The vulnerability lies in the fact that Opencast was sending hashed system credentials to arbitrary URLs specified in mediapackage files during the ingest process. The analysis of the patch 2d3219113e2b9fadfb06443f5468b1c2157827a6 reveals two key functions involved in this process.
First, org.opencastproject.ingest.impl.IngestServiceImpl.addContentToRepo is the function that initiates the download of external content. It takes a URI from the mediapackage and uses a TrustedHttpClient to fetch it. The previous attempt to fix a similar vulnerability involved a check within this function to see if the URL belongs to the cluster, but this was insufficient.

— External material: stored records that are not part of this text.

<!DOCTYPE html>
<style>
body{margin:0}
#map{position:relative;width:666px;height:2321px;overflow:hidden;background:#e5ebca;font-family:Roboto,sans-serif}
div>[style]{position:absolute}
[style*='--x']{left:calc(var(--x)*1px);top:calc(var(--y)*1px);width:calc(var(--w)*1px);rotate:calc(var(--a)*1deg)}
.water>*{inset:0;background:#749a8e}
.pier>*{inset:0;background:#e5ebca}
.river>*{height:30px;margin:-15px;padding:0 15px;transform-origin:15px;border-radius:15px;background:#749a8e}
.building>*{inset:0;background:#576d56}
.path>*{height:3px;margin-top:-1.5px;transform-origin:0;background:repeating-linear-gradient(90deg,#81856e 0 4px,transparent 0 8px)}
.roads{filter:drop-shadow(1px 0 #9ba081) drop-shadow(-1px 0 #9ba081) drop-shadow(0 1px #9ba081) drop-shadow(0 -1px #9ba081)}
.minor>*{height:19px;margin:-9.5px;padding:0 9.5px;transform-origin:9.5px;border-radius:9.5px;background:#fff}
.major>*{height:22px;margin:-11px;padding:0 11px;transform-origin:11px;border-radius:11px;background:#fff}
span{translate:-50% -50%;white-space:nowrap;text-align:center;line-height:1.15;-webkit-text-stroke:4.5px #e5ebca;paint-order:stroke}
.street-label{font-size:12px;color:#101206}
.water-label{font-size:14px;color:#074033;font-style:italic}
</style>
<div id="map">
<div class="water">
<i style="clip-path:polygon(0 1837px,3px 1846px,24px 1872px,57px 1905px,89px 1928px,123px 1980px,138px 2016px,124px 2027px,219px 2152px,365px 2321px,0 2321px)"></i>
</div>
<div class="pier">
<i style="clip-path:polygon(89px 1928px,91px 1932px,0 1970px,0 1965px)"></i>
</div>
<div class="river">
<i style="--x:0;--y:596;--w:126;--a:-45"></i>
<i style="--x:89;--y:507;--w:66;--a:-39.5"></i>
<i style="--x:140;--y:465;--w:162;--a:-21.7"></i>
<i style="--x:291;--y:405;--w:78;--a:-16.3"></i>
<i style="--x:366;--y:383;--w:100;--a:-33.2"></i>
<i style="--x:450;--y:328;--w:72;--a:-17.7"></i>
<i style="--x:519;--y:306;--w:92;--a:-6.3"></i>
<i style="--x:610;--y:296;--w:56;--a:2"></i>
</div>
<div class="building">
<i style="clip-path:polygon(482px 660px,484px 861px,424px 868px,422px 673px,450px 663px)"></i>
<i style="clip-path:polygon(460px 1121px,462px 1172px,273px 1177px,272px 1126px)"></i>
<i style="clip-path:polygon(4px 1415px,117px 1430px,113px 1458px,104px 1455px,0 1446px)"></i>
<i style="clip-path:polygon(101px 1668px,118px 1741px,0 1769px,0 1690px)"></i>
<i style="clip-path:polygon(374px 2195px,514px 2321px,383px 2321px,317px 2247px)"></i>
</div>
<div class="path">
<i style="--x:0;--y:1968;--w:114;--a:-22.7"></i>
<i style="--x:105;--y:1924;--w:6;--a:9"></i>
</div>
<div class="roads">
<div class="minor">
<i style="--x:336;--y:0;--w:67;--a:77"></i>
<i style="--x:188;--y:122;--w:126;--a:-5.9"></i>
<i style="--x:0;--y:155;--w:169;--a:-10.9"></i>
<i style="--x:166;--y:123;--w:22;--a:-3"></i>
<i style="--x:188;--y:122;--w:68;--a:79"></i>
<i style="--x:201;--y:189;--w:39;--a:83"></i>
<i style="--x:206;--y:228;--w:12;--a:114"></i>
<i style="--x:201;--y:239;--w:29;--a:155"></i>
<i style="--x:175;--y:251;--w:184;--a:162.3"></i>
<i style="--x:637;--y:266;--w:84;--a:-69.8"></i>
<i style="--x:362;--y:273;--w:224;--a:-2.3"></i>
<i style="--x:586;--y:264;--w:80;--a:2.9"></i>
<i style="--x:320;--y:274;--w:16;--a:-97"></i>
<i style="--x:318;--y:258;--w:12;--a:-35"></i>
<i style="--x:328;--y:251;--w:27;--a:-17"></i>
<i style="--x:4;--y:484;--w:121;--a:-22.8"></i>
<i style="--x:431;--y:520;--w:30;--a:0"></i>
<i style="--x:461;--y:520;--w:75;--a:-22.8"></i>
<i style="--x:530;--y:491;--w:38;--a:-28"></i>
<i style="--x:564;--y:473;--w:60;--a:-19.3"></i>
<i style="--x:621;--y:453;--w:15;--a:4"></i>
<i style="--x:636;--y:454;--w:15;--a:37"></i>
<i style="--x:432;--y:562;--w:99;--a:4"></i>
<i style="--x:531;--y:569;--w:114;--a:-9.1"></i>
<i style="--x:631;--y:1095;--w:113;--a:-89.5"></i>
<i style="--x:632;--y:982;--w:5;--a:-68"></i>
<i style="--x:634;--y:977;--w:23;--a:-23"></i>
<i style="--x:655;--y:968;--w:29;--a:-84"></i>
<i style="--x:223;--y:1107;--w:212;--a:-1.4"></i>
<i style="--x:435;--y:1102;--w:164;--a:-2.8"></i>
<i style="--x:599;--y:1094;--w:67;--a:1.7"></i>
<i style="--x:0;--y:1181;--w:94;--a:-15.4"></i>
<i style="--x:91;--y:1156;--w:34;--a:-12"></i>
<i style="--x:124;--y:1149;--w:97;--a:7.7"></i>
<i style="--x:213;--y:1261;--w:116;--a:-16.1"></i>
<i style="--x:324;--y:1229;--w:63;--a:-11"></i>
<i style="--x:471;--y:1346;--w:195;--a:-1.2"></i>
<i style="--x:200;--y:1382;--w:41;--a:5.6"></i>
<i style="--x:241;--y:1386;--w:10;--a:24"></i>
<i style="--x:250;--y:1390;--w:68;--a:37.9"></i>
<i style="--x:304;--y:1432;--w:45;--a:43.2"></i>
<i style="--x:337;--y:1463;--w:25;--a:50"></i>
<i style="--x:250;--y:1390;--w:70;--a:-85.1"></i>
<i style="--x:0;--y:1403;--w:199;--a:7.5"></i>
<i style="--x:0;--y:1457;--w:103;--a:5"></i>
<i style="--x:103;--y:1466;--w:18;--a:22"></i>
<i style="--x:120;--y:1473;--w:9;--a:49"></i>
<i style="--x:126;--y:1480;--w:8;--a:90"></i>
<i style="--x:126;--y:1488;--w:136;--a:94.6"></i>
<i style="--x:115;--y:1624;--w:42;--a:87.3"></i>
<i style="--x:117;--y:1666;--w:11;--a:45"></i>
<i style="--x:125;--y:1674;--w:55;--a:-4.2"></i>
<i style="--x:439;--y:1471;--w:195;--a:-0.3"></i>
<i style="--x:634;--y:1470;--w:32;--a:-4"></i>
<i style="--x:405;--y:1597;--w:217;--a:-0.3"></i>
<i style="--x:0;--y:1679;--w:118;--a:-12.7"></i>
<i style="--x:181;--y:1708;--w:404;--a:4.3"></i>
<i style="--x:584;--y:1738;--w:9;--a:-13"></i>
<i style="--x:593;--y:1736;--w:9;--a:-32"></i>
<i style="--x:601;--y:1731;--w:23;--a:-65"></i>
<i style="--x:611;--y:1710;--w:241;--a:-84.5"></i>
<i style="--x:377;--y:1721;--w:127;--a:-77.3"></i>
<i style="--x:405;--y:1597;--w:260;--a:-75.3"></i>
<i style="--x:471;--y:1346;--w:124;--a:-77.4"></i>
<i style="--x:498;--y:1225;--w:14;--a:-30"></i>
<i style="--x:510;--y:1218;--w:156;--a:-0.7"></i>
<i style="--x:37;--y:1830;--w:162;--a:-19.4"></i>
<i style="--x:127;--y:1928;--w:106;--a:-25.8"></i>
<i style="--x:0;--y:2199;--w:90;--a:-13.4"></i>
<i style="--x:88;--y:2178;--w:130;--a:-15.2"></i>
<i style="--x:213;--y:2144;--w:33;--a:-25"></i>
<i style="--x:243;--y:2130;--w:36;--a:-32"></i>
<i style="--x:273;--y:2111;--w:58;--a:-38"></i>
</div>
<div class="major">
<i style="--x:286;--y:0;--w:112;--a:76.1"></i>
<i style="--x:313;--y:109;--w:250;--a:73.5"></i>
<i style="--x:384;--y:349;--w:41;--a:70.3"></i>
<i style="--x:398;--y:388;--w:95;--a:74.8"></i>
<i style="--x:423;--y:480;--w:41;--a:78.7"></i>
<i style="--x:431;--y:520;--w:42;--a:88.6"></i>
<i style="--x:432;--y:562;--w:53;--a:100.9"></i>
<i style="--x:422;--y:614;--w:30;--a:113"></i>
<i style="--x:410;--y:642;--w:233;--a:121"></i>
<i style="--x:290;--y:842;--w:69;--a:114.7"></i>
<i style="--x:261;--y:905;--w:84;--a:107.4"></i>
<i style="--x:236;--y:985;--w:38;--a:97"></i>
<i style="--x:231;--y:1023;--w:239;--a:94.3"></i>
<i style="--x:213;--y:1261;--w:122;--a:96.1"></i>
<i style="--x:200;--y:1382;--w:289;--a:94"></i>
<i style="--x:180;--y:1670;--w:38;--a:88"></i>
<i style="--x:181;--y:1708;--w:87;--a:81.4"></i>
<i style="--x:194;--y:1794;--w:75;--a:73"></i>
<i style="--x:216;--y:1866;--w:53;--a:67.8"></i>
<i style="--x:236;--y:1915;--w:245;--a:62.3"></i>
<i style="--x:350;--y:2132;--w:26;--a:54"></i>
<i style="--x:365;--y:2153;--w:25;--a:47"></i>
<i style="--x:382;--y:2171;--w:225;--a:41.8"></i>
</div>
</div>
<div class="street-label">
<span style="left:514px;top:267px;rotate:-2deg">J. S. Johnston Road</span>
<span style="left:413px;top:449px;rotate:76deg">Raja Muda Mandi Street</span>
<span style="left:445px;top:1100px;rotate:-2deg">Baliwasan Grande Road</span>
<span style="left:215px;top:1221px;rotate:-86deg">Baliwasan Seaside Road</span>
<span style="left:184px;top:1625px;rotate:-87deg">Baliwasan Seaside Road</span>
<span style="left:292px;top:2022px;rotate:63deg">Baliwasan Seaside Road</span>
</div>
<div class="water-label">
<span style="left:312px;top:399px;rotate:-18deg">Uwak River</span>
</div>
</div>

The root of the vulnerability is in org.opencastproject.kernel.security.TrustedHttpClientImpl.execute. Before the patch, this method unconditionally attached digest authentication credentials to all outgoing HTTP requests. This meant any service using this client would leak credentials if it made a request to an external, attacker-controlled server.
The patch addresses this by introducing a HostCache in TrustedHttpClientImpl. This cache maintains a list of known, trusted hosts belonging to the Opencast cluster. The execute method is modified to only add authentication credentials if the request's destination host is present in this cache. This ensures that credentials are no longer sent to arbitrary external servers, effectively fixing the vulnerability. Therefore, any runtime profile during exploitation would show IngestServiceImpl.addContentToRepo calling TrustedHttpClientImpl.execute.